====== ENTRIES SUPPLIED ======
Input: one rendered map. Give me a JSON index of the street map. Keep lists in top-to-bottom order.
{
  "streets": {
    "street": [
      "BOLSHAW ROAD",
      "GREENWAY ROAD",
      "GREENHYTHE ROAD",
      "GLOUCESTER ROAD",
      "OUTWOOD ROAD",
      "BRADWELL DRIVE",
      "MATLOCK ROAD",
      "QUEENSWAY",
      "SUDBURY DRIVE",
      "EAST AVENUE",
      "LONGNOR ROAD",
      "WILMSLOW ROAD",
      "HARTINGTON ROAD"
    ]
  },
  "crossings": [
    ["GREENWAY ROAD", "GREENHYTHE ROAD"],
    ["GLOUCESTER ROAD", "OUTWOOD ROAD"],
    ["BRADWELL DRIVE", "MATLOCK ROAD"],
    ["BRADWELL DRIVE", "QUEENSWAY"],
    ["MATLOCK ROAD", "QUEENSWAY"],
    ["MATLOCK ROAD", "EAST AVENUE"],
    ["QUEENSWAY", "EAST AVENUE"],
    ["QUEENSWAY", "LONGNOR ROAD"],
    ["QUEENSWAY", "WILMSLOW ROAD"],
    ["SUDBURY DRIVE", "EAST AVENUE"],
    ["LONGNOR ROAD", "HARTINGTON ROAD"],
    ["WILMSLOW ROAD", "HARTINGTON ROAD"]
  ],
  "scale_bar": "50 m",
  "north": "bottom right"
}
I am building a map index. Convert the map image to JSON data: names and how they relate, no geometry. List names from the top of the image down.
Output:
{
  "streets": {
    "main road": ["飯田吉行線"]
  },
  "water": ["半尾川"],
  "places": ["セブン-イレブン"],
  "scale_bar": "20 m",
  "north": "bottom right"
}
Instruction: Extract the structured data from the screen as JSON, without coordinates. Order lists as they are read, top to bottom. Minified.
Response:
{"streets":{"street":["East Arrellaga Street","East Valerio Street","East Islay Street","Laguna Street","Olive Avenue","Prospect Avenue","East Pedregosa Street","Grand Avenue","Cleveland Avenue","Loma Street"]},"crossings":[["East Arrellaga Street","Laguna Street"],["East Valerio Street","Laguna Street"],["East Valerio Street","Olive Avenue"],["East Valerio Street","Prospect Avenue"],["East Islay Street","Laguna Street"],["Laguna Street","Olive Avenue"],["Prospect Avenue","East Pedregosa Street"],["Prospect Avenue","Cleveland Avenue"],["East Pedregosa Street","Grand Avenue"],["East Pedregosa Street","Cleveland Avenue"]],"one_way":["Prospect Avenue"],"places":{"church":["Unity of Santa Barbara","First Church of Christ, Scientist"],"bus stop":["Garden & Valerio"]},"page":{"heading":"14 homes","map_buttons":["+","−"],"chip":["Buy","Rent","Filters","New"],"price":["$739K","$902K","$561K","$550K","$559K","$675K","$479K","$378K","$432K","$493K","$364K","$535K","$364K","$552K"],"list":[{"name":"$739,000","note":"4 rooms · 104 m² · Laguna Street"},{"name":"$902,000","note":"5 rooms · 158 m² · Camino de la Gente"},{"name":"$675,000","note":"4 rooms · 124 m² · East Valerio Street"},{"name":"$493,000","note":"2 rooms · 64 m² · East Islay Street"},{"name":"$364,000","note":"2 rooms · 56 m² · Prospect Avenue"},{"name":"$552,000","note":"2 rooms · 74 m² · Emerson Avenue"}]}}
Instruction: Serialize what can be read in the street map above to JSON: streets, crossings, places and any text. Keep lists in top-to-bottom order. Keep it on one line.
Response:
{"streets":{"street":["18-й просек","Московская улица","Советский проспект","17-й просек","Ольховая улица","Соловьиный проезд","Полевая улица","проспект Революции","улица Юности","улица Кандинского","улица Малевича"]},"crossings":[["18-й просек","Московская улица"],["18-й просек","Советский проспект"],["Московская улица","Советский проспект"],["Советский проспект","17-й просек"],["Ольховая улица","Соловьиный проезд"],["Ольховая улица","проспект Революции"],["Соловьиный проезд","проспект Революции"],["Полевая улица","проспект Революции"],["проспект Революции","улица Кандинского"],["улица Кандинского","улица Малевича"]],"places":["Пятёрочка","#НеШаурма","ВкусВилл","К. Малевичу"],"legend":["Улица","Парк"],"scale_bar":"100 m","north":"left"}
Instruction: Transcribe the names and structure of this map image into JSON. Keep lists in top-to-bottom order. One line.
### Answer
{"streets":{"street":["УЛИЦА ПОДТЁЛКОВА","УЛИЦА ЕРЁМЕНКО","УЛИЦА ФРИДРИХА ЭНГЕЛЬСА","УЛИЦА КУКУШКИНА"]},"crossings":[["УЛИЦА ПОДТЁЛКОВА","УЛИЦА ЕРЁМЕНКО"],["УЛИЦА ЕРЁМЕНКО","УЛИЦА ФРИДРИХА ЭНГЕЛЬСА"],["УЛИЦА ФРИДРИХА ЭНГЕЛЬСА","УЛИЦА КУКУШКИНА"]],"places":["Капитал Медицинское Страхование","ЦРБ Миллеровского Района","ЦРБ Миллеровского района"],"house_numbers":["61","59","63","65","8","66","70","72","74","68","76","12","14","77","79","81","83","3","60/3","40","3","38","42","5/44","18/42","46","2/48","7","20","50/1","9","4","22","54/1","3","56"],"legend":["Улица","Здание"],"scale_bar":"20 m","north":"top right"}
======
AIM OF THE EXERCISE —
Every entry, from the first line to the last, should be retyped exactly.

YOUR RESPONSE —
Input: one rendered map. Give me a JSON index of the street map. Keep lists in top-to-bottom order.
{
  "streets": {
    "street": [
      "BOLSHAW ROAD",
      "GREENWAY ROAD",
      "GREENHYTHE ROAD",
      "GLOUCESTER ROAD",
      "OUTWOOD ROAD",
      "BRADWELL DRIVE",
      "MATLOCK ROAD",
      "QUEENSWAY",
      "SUDBURY DRIVE",
      "EAST AVENUE",
      "LONGNOR ROAD",
      "WILMSLOW ROAD",
      "HARTINGTON ROAD"
    ]
  },
  "crossings": [
    ["GREENWAY ROAD", "GREENHYTHE ROAD"],
    ["GLOUCESTER ROAD", "OUTWOOD ROAD"],
    ["BRADWELL DRIVE", "MATLOCK ROAD"],
    ["BRADWELL DRIVE", "QUEENSWAY"],
    ["MATLOCK ROAD", "QUEENSWAY"],
    ["MATLOCK ROAD", "EAST AVENUE"],
    ["QUEENSWAY", "EAST AVENUE"],
    ["QUEENSWAY", "LONGNOR ROAD"],
    ["QUEENSWAY", "WILMSLOW ROAD"],
    ["SUDBURY DRIVE", "EAST AVENUE"],
    ["LONGNOR ROAD", "HARTINGTON ROAD"],
    ["WILMSLOW ROAD", "HARTINGTON ROAD"]
  ],
  "scale_bar": "50 m",
  "north": "bottom right"
}
I am building a map index. Convert the map image to JSON data: names and how they relate, no geometry. List names from the top of the image down.
Output:
{
  "streets": {
    "main road": ["飯田吉行線"]
  },
  "water": ["半尾川"],
  "places": ["セブン-イレブン"],
  "scale_bar": "20 m",
  "north": "bottom right"
}
Instruction: Extract the structured data from the screen as JSON, without coordinates. Order lists as they are read, top to bottom. Minified.
Response:
{"streets":{"street":["East Arrellaga Street","East Valerio Street","East Islay Street","Laguna Street","Olive Avenue","Prospect Avenue","East Pedregosa Street","Grand Avenue","Cleveland Avenue","Loma Street"]},"crossings":[["East Arrellaga Street","Laguna Street"],["East Valerio Street","Laguna Street"],["East Valerio Street","Olive Avenue"],["East Valerio Street","Prospect Avenue"],["East Islay Street","Laguna Street"],["Laguna Street","Olive Avenue"],["Prospect Avenue","East Pedregosa Street"],["Prospect Avenue","Cleveland Avenue"],["East Pedregosa Street","Grand Avenue"],["East Pedregosa Street","Cleveland Avenue"]],"one_way":["Prospect Avenue"],"places":{"church":["Unity of Santa Barbara","First Church of Christ, Scientist"],"bus stop":["Garden & Valerio"]},"page":{"heading":"14 homes","map_buttons":["+","−"],"chip":["Buy","Rent","Filters","New"],"price":["$739K","$902K","$561K","$550K","$559K","$675K","$479K","$378K","$432K","$493K","$364K","$535K","$364K","$552K"],"list":[{"name":"$739,000","note":"4 rooms · 104 m² · Laguna Street"},{"name":"$902,000","note":"5 rooms · 158 m² · Camino de la Gente"},{"name":"$675,000","note":"4 rooms · 124 m² · East Valerio Street"},{"name":"$493,000","note":"2 rooms · 64 m² · East Islay Street"},{"name":"$364,000","note":"2 rooms · 56 m² · Prospect Avenue"},{"name":"$552,000","note":"2 rooms · 74 m² · Emerson Avenue"}]}}
Instruction: Serialize what can be read in the street map above to JSON: streets, crossings, places and any text. Keep lists in top-to-bottom order. Keep it on one line.
Response:
{"streets":{"street":["18-й просек","Московская улица","Советский проспект","17-й просек","Ольховая улица","Соловьиный проезд","Полевая улица","проспект Революции","улица Юности","улица Кандинского","улица Малевича"]},"crossings":[["18-й просек","Московская улица"],["18-й просек","Советский проспект"],["Московская улица","Советский проспект"],["Советский проспект","17-й просек"],["Ольховая улица","Соловьиный проезд"],["Ольховая улица","проспект Революции"],["Соловьиный проезд","проспект Революции"],["Полевая улица","проспект Революции"],["проспект Революции","улица Кандинского"],["улица Кандинского","улица Малевича"]],"places":["Пятёрочка","#НеШаурма","ВкусВилл","К. Малевичу"],"legend":["Улица","Парк"],"scale_bar":"100 m","north":"left"}
Instruction: Transcribe the names and structure of this map image into JSON. Keep lists in top-to-bottom order. One line.
### Answer
{"streets":{"street":["УЛИЦА ПОДТЁЛКОВА","УЛИЦА ЕРЁМЕНКО","УЛИЦА ФРИДРИХА ЭНГЕЛЬСА","УЛИЦА КУКУШКИНА"]},"crossings":[["УЛИЦА ПОДТЁЛКОВА","УЛИЦА ЕРЁМЕНКО"],["УЛИЦА ЕРЁМЕНКО","УЛИЦА ФРИДРИХА ЭНГЕЛЬСА"],["УЛИЦА ФРИДРИХА ЭНГЕЛЬСА","УЛИЦА КУКУШКИНА"]],"places":["Капитал Медицинское Страхование","ЦРБ Миллеровского Района","ЦРБ Миллеровского района"],"house_numbers":["61","59","63","65","8","66","70","72","74","68","76","12","14","77","79","81","83","3","60/3","40","3","38","42","5/44","18/42","46","2/48","7","20","50/1","9","4","22","54/1","3","56"],"legend":["Улица","Здание"],"scale_bar":"20 m","north":"top right"}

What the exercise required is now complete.